São 150 mil por ano, de acordo com a ONU, só no Brasil. Outras tantas estão PRESAS. A vida delas foi arruinada por ir pra uma cadeia por conta de um aborto. Pode ser eu ou você amanhã.
Já temos uma quantidade grande o bastante de feministas convictas da justeza da causa para sermos vitoriosas nisso. Se fosse a pauta de cada uma das nossas marchas, nossos atos, nossos protestos, nossos cartazes, nossas pichações, nossas coletivas, se nos uníssemos em torno de uma candidata que propusesse isso, nós já teríamos conseguido. Mas embora todas as causas sejam importantes, lutar por uma agora nos deixaria mais fortes para conseguir outra no futuro e é mais realista do que tentar lutar por tudo ao mesmo tempo. Não está funcionando. Não está funcionando e precisa ser repensado imediatamente!!!







5- Ter representação política
NÃO ADIANTA SER A FAVOR DA LEGALIZAÇÃO DO ABORTO E VOTAR NO PSDB.
Não adianta ser contra o estupro e votar no DEM.
Não adianta ser contra a violência doméstica e votar no PMDB.
Não adianta ser contra a desigualdade salarial e votar no PDT.
NÃO ADIANTA. Repitam comigo: não. Adianta!!
Já passou da hora de o movimento feminista se organizar em torno de partidos e candidatas de fato comprometidas com a causa. Se conseguissemos nos unir em torno da Ana Luíza com a mesma intensidade que as lésbicas e gays se reunem em torno do Jean Wyllys, muita coisa já teria avançado. Não é possível que sejamos desunidas demais para isso!
Se todas as feministas votassem em partidos feministas, talvez não conseguissemos eleger uma presidenta feminista, mas deputadas, senadoras e prefeitas estão SIM ao nosso alcance. Votem no PSTU, no PSOL, no PCO, no PCdoB, em qualquer coisa que se reivindica feminista! Conheçam os partidos que não são legalizados, a LER-QI por exemplo. Façamos uma coalizão, vamos nos juntar em torno da causa, já chega de não termos unidade nas urnas!

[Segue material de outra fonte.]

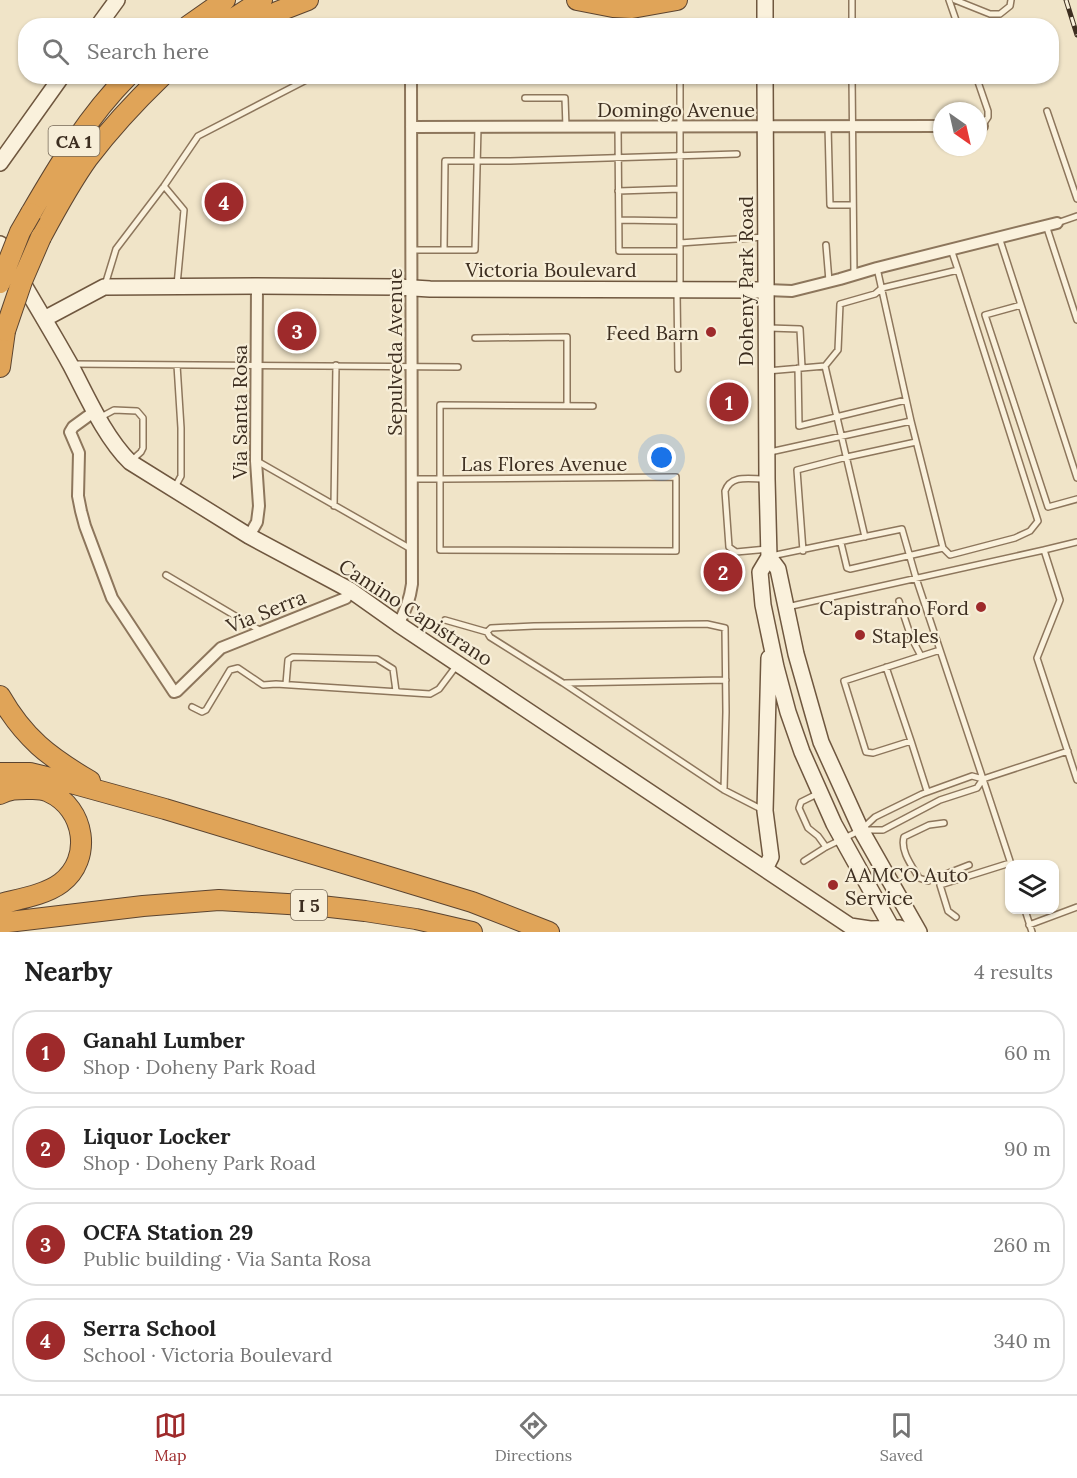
<!DOCTYPE html>
<meta charset="utf-8">
<style>
body{margin:0;font-family:Lora,serif;background:#f6f6f6;color:#222}
.controls{position:absolute;right:18px;bottom:18px;display:grid;overflow:hidden;border-radius:12px;box-shadow:0 2px 4px #0004}
.controls button{width:54px;height:54px;display:grid;place-items:center;padding:0;border:0;border-bottom:2px solid #e0e0e0;background:#fff;color:#222;font:30px sans-serif}
.compass{position:absolute;left:933px;top:102px;width:54px;height:54px;border-radius:50%;background:#fff;box-shadow:0 2px 4px #0004;rotate:146deg}
.you{position:absolute;left:662px;top:458px;width:21px;height:21px;margin:-15px;border:4px solid #fff;border-radius:50%;background:#1a73e8;box-shadow:0 0 0 9px #1a73e833}
.badge{display:grid;place-items:center;width:39px;height:39px;border-radius:50%;background:#9e2a2b;color:#fff;font-size:20px;font-weight:700}
.pin{position:absolute;translate:-50% -50%;border:3px solid #fff;box-shadow:0 2px 6px #0006}
.list{margin:0;padding:0;list-style:none}
h2{display:flex;justify-content:space-between;align-items:center;height:78px;margin:0;padding:0 24px;font-size:26px}
h2 small{font-size:20px;font-weight:400;color:#767676}
.list li{display:grid;grid-template-columns:39px 1fr auto;gap:18px;align-items:center;box-sizing:border-box;height:84px;margin:0 12px 12px;padding:0 12px;border:2px solid #e0e0e0;border-radius:24px}
.list b{display:block;font-size:22px;white-space:nowrap}
.list p{margin:0;font-size:20px;white-space:nowrap;color:#767676}
.list em{font-size:20px;font-style:normal;color:#767676}
.icon{flex:none;width:33px;height:33px;fill:none;stroke:currentColor;stroke-width:2;stroke-linecap:round;stroke-linejoin:round}
.map{position:relative;flex:none;width:1077px;height:932px;overflow:hidden}
.search{position:absolute;background:#fff;box-shadow:0 2px 4px #0004;left:18px;right:18px;top:18px;height:66px;display:flex;align-items:center;gap:15px;box-sizing:border-box;padding:0 21px;border-radius:24px;color:#767676;font-size:22px}
.sheet{height:462px;background:#fff}
nav{display:flex;justify-content:space-around;align-items:center;box-sizing:border-box;height:84px;border-top:2px solid #e0e0e0;background:#fff;font-size:16px;color:#767676}
nav a{display:grid;justify-items:center;gap:3px}
nav .on{color:#9e2a2b}
.map>svg:first-child{display:block}
</style>
<div class="map">
<svg width="1077" height="932" viewBox="0 0 1077 932">
<rect width="100%" height="100%" fill="#f0e4c8"/>
<g fill="none" stroke-linecap="round" stroke-linejoin="round">
<g stroke="#8d765c" stroke-width="8">
<path id="lane" d="M 949,0 L 958,26
M 955,0 L 990,14 L 1000,14 L 1010,6 L 1011,0
M 681,26 L 681,24
M 852,26 L 852,0
M 680,76 L 680,289
M 852,76 L 854,275
M 976,76 L 988,111 L 988,117 L 982,126
M 525,98 L 565,98 L 566,127
M 1047,111 L 1077,199
M 828,126 L 830,205 L 853,205
M 618,127 L 619,251 L 680,251
M 164,186 L 184,210 L 177,285
M 618,191 L 680,189
M 619,220 L 680,221
M 1057,223 L 1077,216
M 1046,225 L 1077,320
M 999,237 L 1077,478
M 680,243 L 765,237
M 826,245 L 829,281
M 444,249 L 445,161 L 510,161 L 737,154
M 951,249 L 958,270
M 411,250 L 475,250 L 478,127
M 105,285 L 116,249 L 164,186 L 198,136 L 314,76
M 677,292 L 678,369
M 1021,305 L 985,315 L 1048,507 L 1077,499
M 769,328 L 800,329 L 802,368
M 475,338 L 567,337 L 567,405
M 73,364 L 458,367
M 798,368 L 799,426 L 906,400
M 767,371 L 825,366
M 101,417 L 114,410 L 137,411 L 143,418 L 143,448 L 141,452 L 131,461
M 770,452 L 911,421 L 877,268
M 257,461 L 411,549
M 412,479 L 445,479 L 676,477 L 676,551 L 440,550 L 440,405 L 593,406
M 765,479 C 750,479 731,474 725,491 L 729,547 L 736,552 L 768,549
M 175,487 L 181,476 L 181,428 L 177,365
M 334,506 L 336,365
M 865,537 L 825,366 L 838,350 L 840,304 L 875,294 L 882,288 L 958,270 L 1038,521 L 1030,531 L 1015,538 L 950,555 L 943,548
M 841,543 L 847,568 L 850,569 L 943,548 L 911,421
M 1044,550 L 1077,542
M 803,551 L 797,470 L 847,457 L 916,442
M 771,556 L 902,529 L 916,578 L 940,650 L 844,681 L 866,752 L 873,753 L 911,741 L 927,791
M 166,575 L 261,631
M 899,601 L 911,637 L 921,656
M 787,607 L 1044,550 L 1060,600 L 1037,658 L 1077,780
M 445,620 L 487,632
M 940,650 L 983,779 L 1011,864
M 886,667 L 911,741
M 565,683 L 726,680
M 286,684 L 288,660 L 293,657 L 377,659 L 393,669 L 396,691
M 192,707 L 202,712 L 206,710 L 230,670 L 238,668 L 263,685 L 276,684 L 430,694 L 439,689 L 457,665
M 724,790 L 726,712 L 725,628 L 707,624 L 534,626 L 491,628 L 487,632 L 490,637 L 563,683 L 724,790 L 763,810
M 819,793 L 801,802 L 799,808 L 808,828 L 818,836 L 826,847
M 944,823 L 929,825 L 904,837 C 900,851 912,866 919,878 L 928,881 L 969,865
M 864,830 L 883,830 L 940,800 L 977,788 L 983,779
M 804,861 L 826,847 L 861,830 L 875,817 L 922,794 L 972,776 L 983,779 L 1068,751
M 1025,910 L 1032,932
M 956,917 L 948,911 L 940,885 L 1010,863
M 1029,925 L 1077,907"/>
</g>
<g stroke="#8d765c" stroke-width="14">
<path id="street" d="M 978,126 L 982,126
M 411,127 L 942,126
M 767,290 L 792,291 L 840,279 L 877,268 L 1057,223
M 95,411 L 73,427 L 70,432 L 79,453 L 78,496 L 81,511 L 85,526 L 112,598 L 174,692 L 177,691 L 221,648 L 346,598 L 350,590
M 249,536 L 257,522 L 259,506 L 256,461 L 257,286
M 398,624 C 406,611 410,599 412,584 L 411,76"/>
</g>
<g stroke="#6f573f" stroke-width="18">
<path id="secondary" d="M 765,0 L 765,26
M 98,26 L 117,0
M 765,76 L 767,479 L 769,557 L 778,569 L 796,654 L 821,742 L 861,830 L 919,932
M 0,163 L 62,76
M 0,244 C 23,284 47,323 70,364 C 87,396 104,436 130,462 L 249,536 L 350,590 L 398,624 L 850,926 L 870,929 L 900,928 L 905,932
M 44,319 L 104,287 L 257,286 L 397,287 L 430,289 L 767,290
M 769,557 L 760,572 L 763,605 L 776,667 L 788,712 L 802,752 L 834,824 L 894,932
M 765,869 L 771,857 L 765,811 L 769,658"/>
</g>
<g stroke="#5b4430" stroke-width="22">
<path id="highway" d="M 577,0 L 613,7 L 632,8 L 677,0
M 188,26 L 225,0
M 222,26 L 262,0
M 256,26 L 277,12 L 308,0
M 31,213 C 59,165 88,116 128,76
M 41,237 C 55,211 70,183 88,158 C 110,129 135,102 162,76
M 0,367 L 5,331
M 0,696 C 24,738 49,757 90,781
M 0,773 L 30,773 L 71,783 L 165,809 L 472,902 L 549,932
M 0,794 C 9,789 17,789 27,789 C 34,789 42,788 49,792 C 85,808 93,859 61,883 C 45,895 19,899 0,904
M 0,923 L 143,906 L 219,900 L 321,906 L 365,911 L 416,919 L 472,932"/>
</g>
<use href="#lane" stroke="#faf1dc" stroke-width="5"/>
<use href="#street" stroke="#faf1dc" stroke-width="10"/>
<use href="#secondary" stroke="#faf1dc" stroke-width="15"/>
<use href="#highway" stroke="#e0a458" stroke-width="20"/>
<g stroke="#3d2e20" stroke-width="5">
<path id="rail" d="M 1066,0 L 1077,35"/>
</g>
<use href="#rail" stroke="#f7eed8" stroke-width="3" stroke-dasharray="9" stroke-linecap="butt"/>
<g stroke="#5b4430" stroke-width="22" stroke-linecap="butt">
<path id="highway-bridge" d="M 0,283 L 20,232 L 31,213
M 5,331 L 22,281 L 41,237"/>
</g>
<use href="#highway-bridge" stroke="#e0a458" stroke-width="20"/>
</g>
<g fill="#9e2a2b" stroke="#f7eed8" stroke-width="2">
<circle cx="711" cy="332" r="6"/>
<circle cx="981" cy="607" r="6"/>
<circle cx="860" cy="635" r="6"/>
<circle cx="833" cy="885" r="6"/>
</g>
<g text-anchor="middle" dominant-baseline="central" stroke-width="4.5" stroke-linejoin="round" paint-order="stroke">
<g fill="#f7eed8" stroke="#756857" stroke-width="1.5">
<rect x="48.5" y="126" width="51" height="30" rx="4.5"/>
<rect x="291" y="890" width="36" height="30" rx="4.5"/>
</g>
<g font-size="18" font-weight="bold" fill="#3d2e20">
<text x="74" y="141">CA 1</text>
<text x="309" y="905">I 5</text>
</g>
<g font-size="20" fill="#3d2e20" stroke="#f7eed8">
<text x="676" y="109">Domingo Avenue</text>
<text x="551" y="269">Victoria Boulevard</text>
<text transform="translate(745 281) rotate(-90)">Doheny Park Road</text>
<text transform="translate(394 352) rotate(-90)">Sepulveda Avenue</text>
<text transform="translate(239 412) rotate(-90)">Via Santa Rosa</text>
<text x="544" y="463">Las Flores Avenue</text>
<text transform="translate(266 611) rotate(-22)">Via Serra</text>
<text transform="translate(416 612) rotate(33)">Camino Capistrano</text>
</g>
<g font-size="20" fill="#3d2e20" stroke="#f7eed8" text-anchor="end">
<text x="699" y="332">Feed Barn</text>
<text x="969" y="607">Capistrano Ford</text>
<text x="872" y="635" text-anchor="start">Staples</text>
<text x="845" y="874" text-anchor="start">AAMCO Auto<tspan x="845" dy="23">Service</tspan></text>
</g>
</g>
</svg>
<div class="controls">
<button><svg class="icon" aria-label="layers" viewBox="0 0 24 24"><path d="M12 4l9 5-9 5-9-5zM3 14l9 5 9-5"/></svg></button>
</div>
<svg class="compass" viewBox="-18 -18 36 36"><path d="M0-13l5 13h-10z" fill="#e53935"/><path d="M0 13l5-13h-10z" fill="#767676"/></svg>
<div class="you"></div>
<div class="pin badge" style="left:729px;top:402px">1</div>
<div class="pin badge" style="left:723px;top:572px">2</div>
<div class="pin badge" style="left:297px;top:331px">3</div>
<div class="pin badge" style="left:224px;top:202px">4</div>
<div class="search"><svg class="icon" aria-label="search" viewBox="0 0 24 24"><circle cx="10" cy="10" r="6"/><path d="M15 15l6 6"/></svg>Search here</div>
</div>
<section class="sheet">
<h2>Nearby<small>4 results</small></h2>
<ul class="list">
<li><span class="badge">1</span><div><b>Ganahl Lumber</b><p>Shop · Doheny Park Road</p></div><em>60 m</em></li>
<li><span class="badge">2</span><div><b>Liquor Locker</b><p>Shop · Doheny Park Road</p></div><em>90 m</em></li>
<li><span class="badge">3</span><div><b>OCFA Station 29</b><p>Public building · Via Santa Rosa</p></div><em>260 m</em></li>
<li><span class="badge">4</span><div><b>Serra School</b><p>School · Victoria Boulevard</p></div><em>340 m</em></li>
</ul>
</section>
<nav>
<a class="on"><svg class="icon" aria-label="map" viewBox="0 0 24 24"><path d="M3 6l6-2 6 2 6-2v14l-6 2-6-2-6 2zM9 4v14M15 6v14"/></svg>Map</a>
<a><svg class="icon" aria-label="directions" viewBox="0 0 24 24"><path d="M12 3l9 9-9 9-9-9zM9 14v-3h6M13 9l2 2-2 2"/></svg>Directions</a>
<a><svg class="icon" aria-label="saved" viewBox="0 0 24 24"><path d="M7 4h10v16l-5-4-5 4z"/></svg>Saved</a>
</nav>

Lembrando que tudo isso foi possível no movimento LGBT, que é cheio de diferenças internas, mais recente, menos numeroso, igualmente odiado, com inimigos comuns aos nossos e que usa as mesmas formas de protestar (marchas, atos, militância online, etc). Nossa causa também é justa e
 we can do it!


9 comentários:

  1. Tenho q começar discordando q o mov. Feminista esteja a parte do mov LGBT. Embora tenho q concordar q seja realmente por isso, o motivo de ñ estarmos melhor organizado. Mas chega ser injusto, exclui-lo desta forma, seja qual fora conquista. O mov. feminista sempre esteve unido em todas as lutas humanistas. Tornando toda e qualquer luta intríseca. Estou aqui tentando e simplesmente ñ consigo desvencilhar. Até mesmo ñ sendo ativista, toda mulher é feminista por natureza, apenas ñ estando preparada para despertar tal essência. Feminismo é mais q alguns grupos atuantes. É uma indescritível necessidade para a evolução social. Cabe a cada indivíduo escolher sua atuação, mas tod@s tem o dever de ir onde for necessário. Por exemplo, na 2ª feira o mov. negro precisa de militantes num certo órgão público, quem estiver disponível independente a qual grupo for pertencente deveria sentir-se como um dever de apoiar tal grupo, para quando precisar de apoio na 5ª feira, poderão ter com quem contar . Aprendi isso no mov. Punk, q infelizmente só ñ deu certo exatamente por falta deste tão necessário comprometimento. Mas sou uma otimista por natureza, e creio q estamos na melhor época. Em que o políticamente correto, esta sendo muito bem visto. E seremos tod@s sábi@s de aproveitar todas essas mudanças. O movimento feminista com certeza tem muitos problemas a serem resolvidos, mas com muito boa vontade e união de todos humanistas conseguiremos quebrar essas barreiras que ñ passam de limitações humanas. Mas enfim, o texto é muito bem intencionado e portanto válido, é só uma questão de saber aproveita-lo.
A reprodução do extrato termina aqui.